───── DATA SHOWN ─────

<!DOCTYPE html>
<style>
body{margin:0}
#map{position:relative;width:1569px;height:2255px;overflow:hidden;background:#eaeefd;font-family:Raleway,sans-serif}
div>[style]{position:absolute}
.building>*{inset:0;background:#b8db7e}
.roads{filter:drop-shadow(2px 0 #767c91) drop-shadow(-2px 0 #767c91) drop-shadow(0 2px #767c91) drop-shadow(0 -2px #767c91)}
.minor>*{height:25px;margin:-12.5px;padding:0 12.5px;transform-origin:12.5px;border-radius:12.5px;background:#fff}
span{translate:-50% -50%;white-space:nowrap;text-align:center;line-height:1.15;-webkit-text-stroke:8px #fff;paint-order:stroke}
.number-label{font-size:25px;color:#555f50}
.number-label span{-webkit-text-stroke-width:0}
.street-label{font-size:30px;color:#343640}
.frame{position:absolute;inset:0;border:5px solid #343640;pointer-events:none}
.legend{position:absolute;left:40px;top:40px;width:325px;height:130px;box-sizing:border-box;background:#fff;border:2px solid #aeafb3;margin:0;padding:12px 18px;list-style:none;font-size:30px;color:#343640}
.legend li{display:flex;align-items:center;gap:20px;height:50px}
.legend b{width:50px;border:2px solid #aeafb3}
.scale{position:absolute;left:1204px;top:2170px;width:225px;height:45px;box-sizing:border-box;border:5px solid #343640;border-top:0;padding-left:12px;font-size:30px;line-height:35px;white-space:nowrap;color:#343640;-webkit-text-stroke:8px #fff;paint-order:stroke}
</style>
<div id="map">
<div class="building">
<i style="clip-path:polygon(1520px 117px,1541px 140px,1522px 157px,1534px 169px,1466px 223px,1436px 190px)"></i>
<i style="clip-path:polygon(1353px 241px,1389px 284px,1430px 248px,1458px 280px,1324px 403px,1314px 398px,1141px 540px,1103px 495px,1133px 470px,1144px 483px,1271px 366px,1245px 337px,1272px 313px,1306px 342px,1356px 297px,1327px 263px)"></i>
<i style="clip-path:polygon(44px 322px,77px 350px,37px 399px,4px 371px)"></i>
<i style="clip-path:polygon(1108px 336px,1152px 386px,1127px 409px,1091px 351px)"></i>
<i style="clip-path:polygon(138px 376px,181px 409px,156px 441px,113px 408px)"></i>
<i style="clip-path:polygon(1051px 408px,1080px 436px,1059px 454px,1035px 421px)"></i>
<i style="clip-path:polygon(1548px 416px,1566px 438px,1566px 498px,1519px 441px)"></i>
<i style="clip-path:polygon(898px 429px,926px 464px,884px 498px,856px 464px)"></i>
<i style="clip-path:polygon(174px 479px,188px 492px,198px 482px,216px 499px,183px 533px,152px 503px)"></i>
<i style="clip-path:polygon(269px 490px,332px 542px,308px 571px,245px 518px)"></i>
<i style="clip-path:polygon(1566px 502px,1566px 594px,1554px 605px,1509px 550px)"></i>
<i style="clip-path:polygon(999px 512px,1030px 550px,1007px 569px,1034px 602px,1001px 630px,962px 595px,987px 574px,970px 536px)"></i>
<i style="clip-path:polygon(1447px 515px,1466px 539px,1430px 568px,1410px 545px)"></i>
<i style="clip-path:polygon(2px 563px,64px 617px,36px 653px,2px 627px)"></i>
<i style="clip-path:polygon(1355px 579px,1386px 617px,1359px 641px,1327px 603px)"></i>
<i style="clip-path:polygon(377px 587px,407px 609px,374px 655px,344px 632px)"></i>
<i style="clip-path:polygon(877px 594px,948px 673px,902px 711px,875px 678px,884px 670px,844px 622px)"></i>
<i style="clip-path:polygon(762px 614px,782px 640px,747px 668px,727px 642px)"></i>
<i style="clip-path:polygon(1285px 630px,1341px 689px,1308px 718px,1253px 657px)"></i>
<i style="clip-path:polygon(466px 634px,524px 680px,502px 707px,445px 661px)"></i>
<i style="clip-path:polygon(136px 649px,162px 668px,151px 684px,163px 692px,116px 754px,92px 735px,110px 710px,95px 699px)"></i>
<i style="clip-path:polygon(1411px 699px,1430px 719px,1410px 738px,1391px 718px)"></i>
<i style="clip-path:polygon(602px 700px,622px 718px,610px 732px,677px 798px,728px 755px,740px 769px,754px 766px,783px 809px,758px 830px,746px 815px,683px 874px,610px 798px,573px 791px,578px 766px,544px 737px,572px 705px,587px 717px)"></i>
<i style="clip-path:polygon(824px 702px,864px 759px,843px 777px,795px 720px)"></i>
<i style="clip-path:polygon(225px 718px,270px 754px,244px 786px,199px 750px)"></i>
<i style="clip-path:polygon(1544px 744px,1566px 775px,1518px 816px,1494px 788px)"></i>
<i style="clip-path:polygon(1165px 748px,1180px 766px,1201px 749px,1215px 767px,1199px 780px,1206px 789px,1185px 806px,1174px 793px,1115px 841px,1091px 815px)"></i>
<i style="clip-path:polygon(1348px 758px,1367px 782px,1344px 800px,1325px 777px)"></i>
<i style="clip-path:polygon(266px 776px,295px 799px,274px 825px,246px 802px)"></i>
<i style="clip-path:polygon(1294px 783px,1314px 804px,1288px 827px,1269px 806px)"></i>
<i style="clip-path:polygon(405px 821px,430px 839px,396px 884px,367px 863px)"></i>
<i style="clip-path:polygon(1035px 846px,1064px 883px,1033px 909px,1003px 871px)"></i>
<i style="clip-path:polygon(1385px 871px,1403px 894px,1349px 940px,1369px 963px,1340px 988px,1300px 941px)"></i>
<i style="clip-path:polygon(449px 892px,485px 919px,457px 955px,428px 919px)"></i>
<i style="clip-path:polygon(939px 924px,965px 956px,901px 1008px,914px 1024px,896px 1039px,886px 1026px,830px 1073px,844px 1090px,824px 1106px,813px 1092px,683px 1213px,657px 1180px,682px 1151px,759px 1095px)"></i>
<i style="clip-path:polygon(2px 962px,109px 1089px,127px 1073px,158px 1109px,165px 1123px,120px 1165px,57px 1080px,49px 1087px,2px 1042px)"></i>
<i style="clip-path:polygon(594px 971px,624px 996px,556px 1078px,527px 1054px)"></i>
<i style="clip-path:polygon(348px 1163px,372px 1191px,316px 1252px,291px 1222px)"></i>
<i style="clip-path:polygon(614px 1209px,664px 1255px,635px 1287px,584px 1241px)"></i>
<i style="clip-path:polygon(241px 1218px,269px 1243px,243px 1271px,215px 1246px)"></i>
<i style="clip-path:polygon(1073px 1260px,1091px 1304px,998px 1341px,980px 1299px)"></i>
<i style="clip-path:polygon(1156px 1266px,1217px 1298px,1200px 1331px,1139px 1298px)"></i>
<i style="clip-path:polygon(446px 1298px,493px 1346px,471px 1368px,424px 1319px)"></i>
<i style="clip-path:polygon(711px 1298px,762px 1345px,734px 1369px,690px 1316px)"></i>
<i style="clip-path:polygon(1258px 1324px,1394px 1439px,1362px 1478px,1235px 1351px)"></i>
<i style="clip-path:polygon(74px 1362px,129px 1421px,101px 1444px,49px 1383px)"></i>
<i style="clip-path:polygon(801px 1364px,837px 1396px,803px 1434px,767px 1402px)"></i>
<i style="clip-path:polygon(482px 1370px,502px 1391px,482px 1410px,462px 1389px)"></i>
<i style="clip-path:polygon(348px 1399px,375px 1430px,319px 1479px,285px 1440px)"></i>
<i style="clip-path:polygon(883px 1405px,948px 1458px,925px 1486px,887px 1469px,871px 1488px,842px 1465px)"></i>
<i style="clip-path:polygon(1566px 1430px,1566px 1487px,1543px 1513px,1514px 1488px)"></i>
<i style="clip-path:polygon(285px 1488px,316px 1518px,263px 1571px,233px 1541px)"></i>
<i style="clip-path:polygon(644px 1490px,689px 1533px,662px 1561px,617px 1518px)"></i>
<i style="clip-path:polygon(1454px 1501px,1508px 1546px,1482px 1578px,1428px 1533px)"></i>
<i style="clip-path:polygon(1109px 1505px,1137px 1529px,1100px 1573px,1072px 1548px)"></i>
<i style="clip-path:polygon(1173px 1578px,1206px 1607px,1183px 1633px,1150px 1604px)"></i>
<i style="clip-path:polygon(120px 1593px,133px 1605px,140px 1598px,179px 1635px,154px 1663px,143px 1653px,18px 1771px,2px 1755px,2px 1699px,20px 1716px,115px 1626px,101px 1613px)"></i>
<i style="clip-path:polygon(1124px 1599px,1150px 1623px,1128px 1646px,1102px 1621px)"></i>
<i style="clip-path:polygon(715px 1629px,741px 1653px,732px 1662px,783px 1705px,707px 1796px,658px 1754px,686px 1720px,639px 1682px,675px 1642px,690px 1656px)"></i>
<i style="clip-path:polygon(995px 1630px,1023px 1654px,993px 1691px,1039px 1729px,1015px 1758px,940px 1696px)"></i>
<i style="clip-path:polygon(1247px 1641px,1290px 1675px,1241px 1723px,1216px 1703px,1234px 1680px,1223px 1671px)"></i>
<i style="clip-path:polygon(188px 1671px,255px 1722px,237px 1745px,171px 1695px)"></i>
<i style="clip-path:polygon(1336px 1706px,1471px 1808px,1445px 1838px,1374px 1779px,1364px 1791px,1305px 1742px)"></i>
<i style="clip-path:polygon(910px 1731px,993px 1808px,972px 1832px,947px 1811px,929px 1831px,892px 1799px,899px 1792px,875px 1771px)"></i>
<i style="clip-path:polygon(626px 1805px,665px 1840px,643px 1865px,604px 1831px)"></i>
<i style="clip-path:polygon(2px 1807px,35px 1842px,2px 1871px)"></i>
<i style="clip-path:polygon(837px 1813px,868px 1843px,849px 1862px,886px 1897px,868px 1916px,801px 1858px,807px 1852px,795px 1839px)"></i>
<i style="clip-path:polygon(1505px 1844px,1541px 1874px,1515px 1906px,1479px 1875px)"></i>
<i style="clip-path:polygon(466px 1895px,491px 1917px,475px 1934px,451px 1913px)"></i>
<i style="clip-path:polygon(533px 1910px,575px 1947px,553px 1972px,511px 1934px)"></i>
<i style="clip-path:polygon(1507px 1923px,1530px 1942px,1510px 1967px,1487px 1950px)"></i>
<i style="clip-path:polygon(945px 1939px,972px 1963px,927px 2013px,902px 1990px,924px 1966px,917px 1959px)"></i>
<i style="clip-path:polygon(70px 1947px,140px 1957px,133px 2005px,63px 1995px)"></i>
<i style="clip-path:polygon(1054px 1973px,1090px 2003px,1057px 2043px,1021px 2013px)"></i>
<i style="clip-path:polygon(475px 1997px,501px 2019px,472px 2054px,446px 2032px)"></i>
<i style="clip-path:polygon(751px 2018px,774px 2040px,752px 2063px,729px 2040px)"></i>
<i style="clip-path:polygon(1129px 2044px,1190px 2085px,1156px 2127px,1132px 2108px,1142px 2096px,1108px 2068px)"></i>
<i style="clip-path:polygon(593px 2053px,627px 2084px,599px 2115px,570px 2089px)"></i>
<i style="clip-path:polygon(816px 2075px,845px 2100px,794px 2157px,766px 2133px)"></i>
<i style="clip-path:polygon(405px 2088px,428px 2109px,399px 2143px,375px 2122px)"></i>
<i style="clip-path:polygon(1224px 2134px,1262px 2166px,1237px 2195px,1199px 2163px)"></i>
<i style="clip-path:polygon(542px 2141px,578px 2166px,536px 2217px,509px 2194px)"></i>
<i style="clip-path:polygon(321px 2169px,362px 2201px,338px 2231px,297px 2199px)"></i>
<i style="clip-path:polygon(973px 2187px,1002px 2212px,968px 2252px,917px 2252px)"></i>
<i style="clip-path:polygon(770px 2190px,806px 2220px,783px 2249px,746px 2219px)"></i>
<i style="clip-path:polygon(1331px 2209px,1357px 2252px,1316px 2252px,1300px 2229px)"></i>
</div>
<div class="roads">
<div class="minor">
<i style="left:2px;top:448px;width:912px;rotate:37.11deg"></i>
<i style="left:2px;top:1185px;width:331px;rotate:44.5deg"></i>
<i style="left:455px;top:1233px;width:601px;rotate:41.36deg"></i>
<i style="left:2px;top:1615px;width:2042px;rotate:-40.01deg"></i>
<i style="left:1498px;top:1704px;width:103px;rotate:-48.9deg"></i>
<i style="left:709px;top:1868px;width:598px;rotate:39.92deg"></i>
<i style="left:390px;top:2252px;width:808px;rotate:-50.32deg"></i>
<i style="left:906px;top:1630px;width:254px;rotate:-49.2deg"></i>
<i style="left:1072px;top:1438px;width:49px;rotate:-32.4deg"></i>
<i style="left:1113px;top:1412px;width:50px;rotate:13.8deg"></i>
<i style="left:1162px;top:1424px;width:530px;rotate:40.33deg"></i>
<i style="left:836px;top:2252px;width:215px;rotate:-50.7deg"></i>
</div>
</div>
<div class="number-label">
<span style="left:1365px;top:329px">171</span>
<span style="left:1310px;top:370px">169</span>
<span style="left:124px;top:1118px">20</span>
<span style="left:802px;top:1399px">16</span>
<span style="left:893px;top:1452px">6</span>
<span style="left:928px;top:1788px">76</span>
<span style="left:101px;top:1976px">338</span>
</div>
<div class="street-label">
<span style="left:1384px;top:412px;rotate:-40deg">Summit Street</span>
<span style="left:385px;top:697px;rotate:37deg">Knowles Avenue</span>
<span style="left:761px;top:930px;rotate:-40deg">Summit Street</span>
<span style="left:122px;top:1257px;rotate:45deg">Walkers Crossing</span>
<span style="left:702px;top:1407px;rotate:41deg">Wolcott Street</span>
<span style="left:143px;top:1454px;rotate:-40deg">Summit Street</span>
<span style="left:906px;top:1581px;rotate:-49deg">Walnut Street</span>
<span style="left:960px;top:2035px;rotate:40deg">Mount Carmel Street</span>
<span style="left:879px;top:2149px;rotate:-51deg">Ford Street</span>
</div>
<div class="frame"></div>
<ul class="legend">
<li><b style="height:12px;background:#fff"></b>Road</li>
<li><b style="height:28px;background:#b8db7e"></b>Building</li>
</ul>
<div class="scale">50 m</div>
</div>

─────

## BRIEF
Start with the line above that contains "1298px,493px 1346px,471px 1368px,424px" and end with the line that contains "1578px,1206px 1607px,1183px 1633px,1150px". Write out those lines exactly, and only those.

## RESPONSE TO THIS EXERCISE
<i style="clip-path:polygon(446px 1298px,493px 1346px,471px 1368px,424px 1319px)"></i>
<i style="clip-path:polygon(711px 1298px,762px 1345px,734px 1369px,690px 1316px)"></i>
<i style="clip-path:polygon(1258px 1324px,1394px 1439px,1362px 1478px,1235px 1351px)"></i>
<i style="clip-path:polygon(74px 1362px,129px 1421px,101px 1444px,49px 1383px)"></i>
<i style="clip-path:polygon(801px 1364px,837px 1396px,803px 1434px,767px 1402px)"></i>
<i style="clip-path:polygon(482px 1370px,502px 1391px,482px 1410px,462px 1389px)"></i>
<i style="clip-path:polygon(348px 1399px,375px 1430px,319px 1479px,285px 1440px)"></i>
<i style="clip-path:polygon(883px 1405px,948px 1458px,925px 1486px,887px 1469px,871px 1488px,842px 1465px)"></i>
<i style="clip-path:polygon(1566px 1430px,1566px 1487px,1543px 1513px,1514px 1488px)"></i>
<i style="clip-path:polygon(285px 1488px,316px 1518px,263px 1571px,233px 1541px)"></i>
<i style="clip-path:polygon(644px 1490px,689px 1533px,662px 1561px,617px 1518px)"></i>
<i style="clip-path:polygon(1454px 1501px,1508px 1546px,1482px 1578px,1428px 1533px)"></i>
<i style="clip-path:polygon(1109px 1505px,1137px 1529px,1100px 1573px,1072px 1548px)"></i>
<i style="clip-path:polygon(1173px 1578px,1206px 1607px,1183px 1633px,1150px 1604px)"></i>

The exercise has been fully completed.